Je tenais à vous faire part d’une réflexion qui me travaille. En l’occurrence, comment agir ou réagir face à un discours décliniste qui ne manque ni de réalité ni de lucidité mais qui provoque néanmoins la révolte. Il s’agit de savoir comment l’homme doit agir au niveau moyen qui est le sien.
Mots-clés : art, société

Ces discours qui pleurent l’agonie du monde...

Nombreux sont les discours posant l’Art comme étant en décadence dans nos sociétés contemporaines, dénonçant une muséification de l’Art que l’on visite mais que l’on ne rencontre pas, d’un Art dont les objets les plus fréquentés, La Joconde pour ne citer qu’elle, ne le sont que parce que victimes d’un effet de mode et de médiatisation publicitaire.
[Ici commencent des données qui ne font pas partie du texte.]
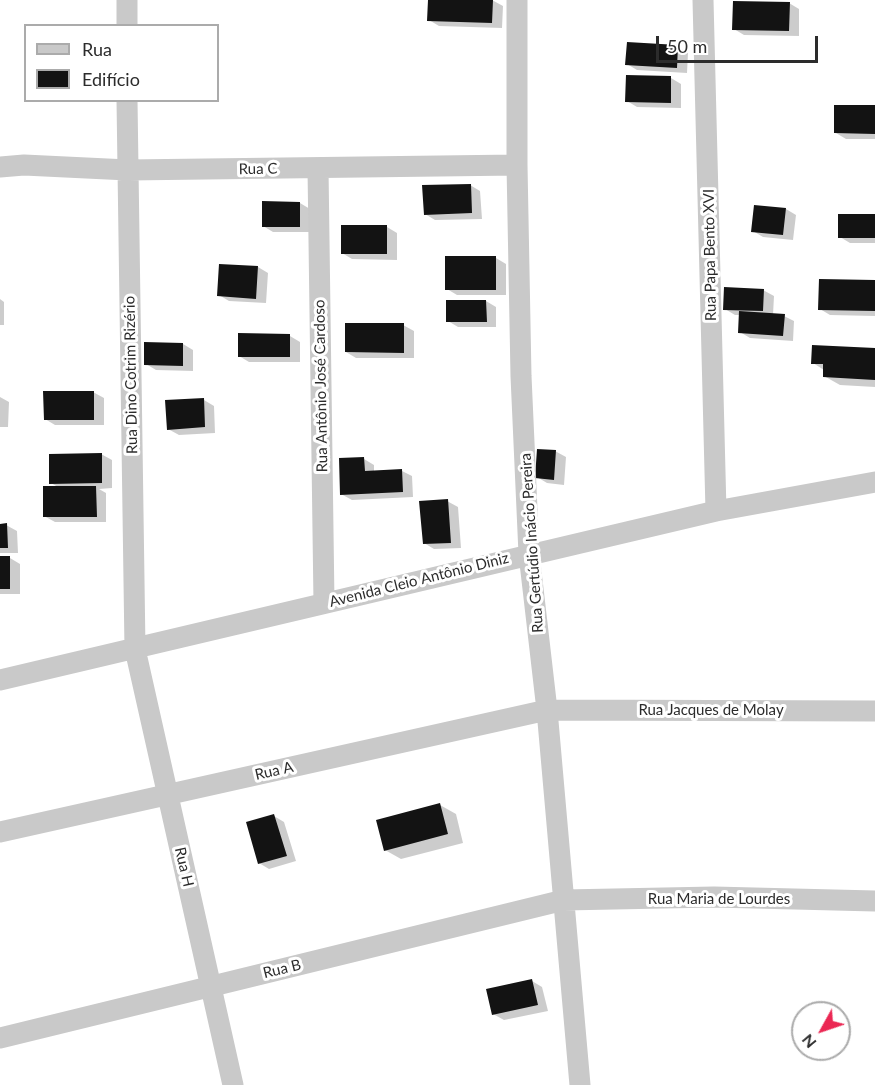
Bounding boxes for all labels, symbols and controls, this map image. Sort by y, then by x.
legend [24,24,219,102]
scale bar [659,24,821,62]
text: 50 m [667,35,707,57]
text: Rua [82,38,112,60]
text: Edifício [82,68,140,90]
street label: Rua C [238,160,278,178]
street label: Rua Papa Bento XVI [700,189,720,321]
street label: Rua Dino Cotrim Rizério [121,296,141,454]
street label: Rua Antônio José Cardoso [310,300,332,472]
street label: Rua Gertúdio Inácio Pereira [517,453,547,633]
street label: Avenida Cleio Antônio Diniz [327,549,511,611]
street label: Rua Jacques de Molay [638,701,784,719]
street label: Rua A [253,758,295,784]
street label: Rua H [171,845,197,889]
street label: Rua Maria de Lourdes [648,890,790,908]
street label: Rua B [261,956,303,982]
north arrow [791,1001,851,1061]
text: N [797,1031,820,1052]

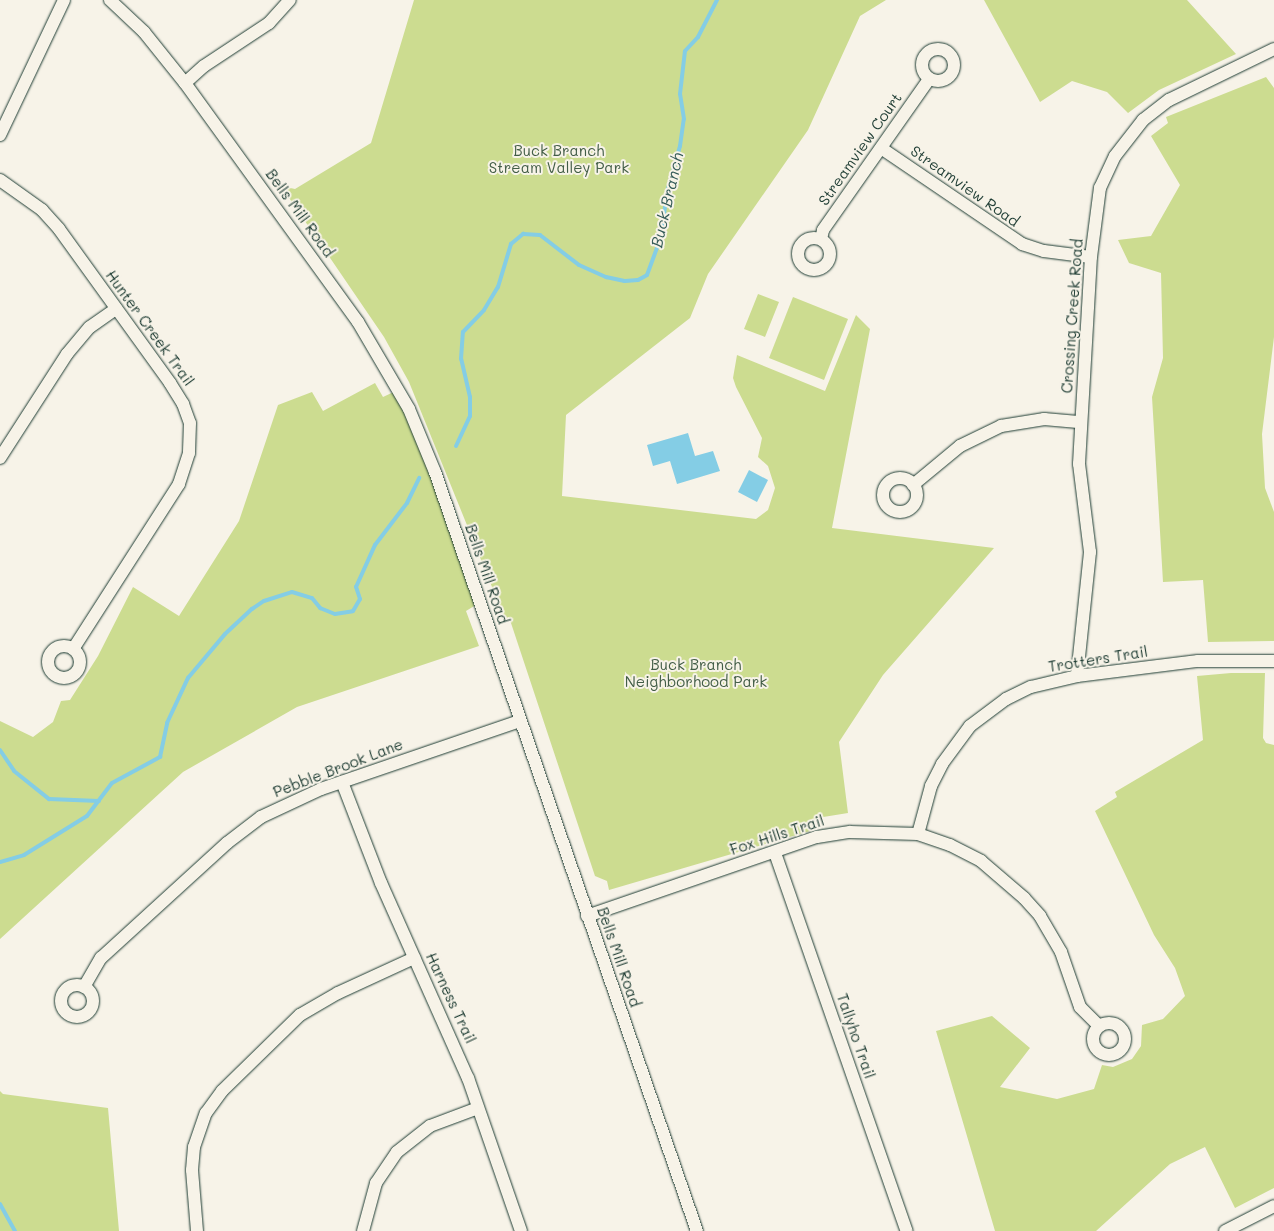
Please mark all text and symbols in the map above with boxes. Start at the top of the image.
street label: Streamview Court [814,89,906,209]
park label: Buck Branch Stream Valley Park [489,141,629,176]
street label: Streamview Road [907,142,1023,230]
water label: Buck Branch [647,151,687,249]
street label: Bells Mill Road [262,165,338,261]
street label: Crossing Creek Road [1058,238,1086,394]
street label: Hunter Creek Trail [102,267,198,389]
street label: Bells Mill Road [461,522,513,626]
street label: Trotters Trail [1047,642,1149,676]
park label: Buck Branch Neighborhood Park [625,655,767,690]
street label: Pebble Brook Lane [271,735,405,801]
street label: Fox Hills Trail [728,811,826,859]
street label: Bells Mill Road [593,905,645,1009]
street label: Harness Trail [422,950,480,1046]
street label: Tallyho Trail [833,991,879,1081]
Lorsque le monde dans lequel nous vivons nous est décrit comme profondément décadent et méprisable, reniant la hiérarchie de l’Art, des Arts alors que c’est un principe consubstantiel à celui-ci, sans hiérarchie des Arts, pas de chef-d’œuvre en effet !

Monde où le cadre a été remplacé par l’écran de télévision, image luminescente qui brille dans chaque maison en permanence, Big Brother qui ne nous regarde pas mais que nous regardons sans cesse et dont nous nous abreuvons comme d’un nouveau modèle de pensée, ou plutôt d’inactivité cérébrale, flattant notre profond désir de paresse et d’indolence. Monde de consommation. Monde d’ignorance et d’indifférence à la Beauté de l’Art, où la culture jeune et télévisuelle règne sans partage, où la culture commune est celle de la télé et des médias les plus vulgaires, où seul le cinéma domine, Art certes, mais Art vampire qui aspire sa sève dans le corps des autres Muses aujourd’hui délaissées...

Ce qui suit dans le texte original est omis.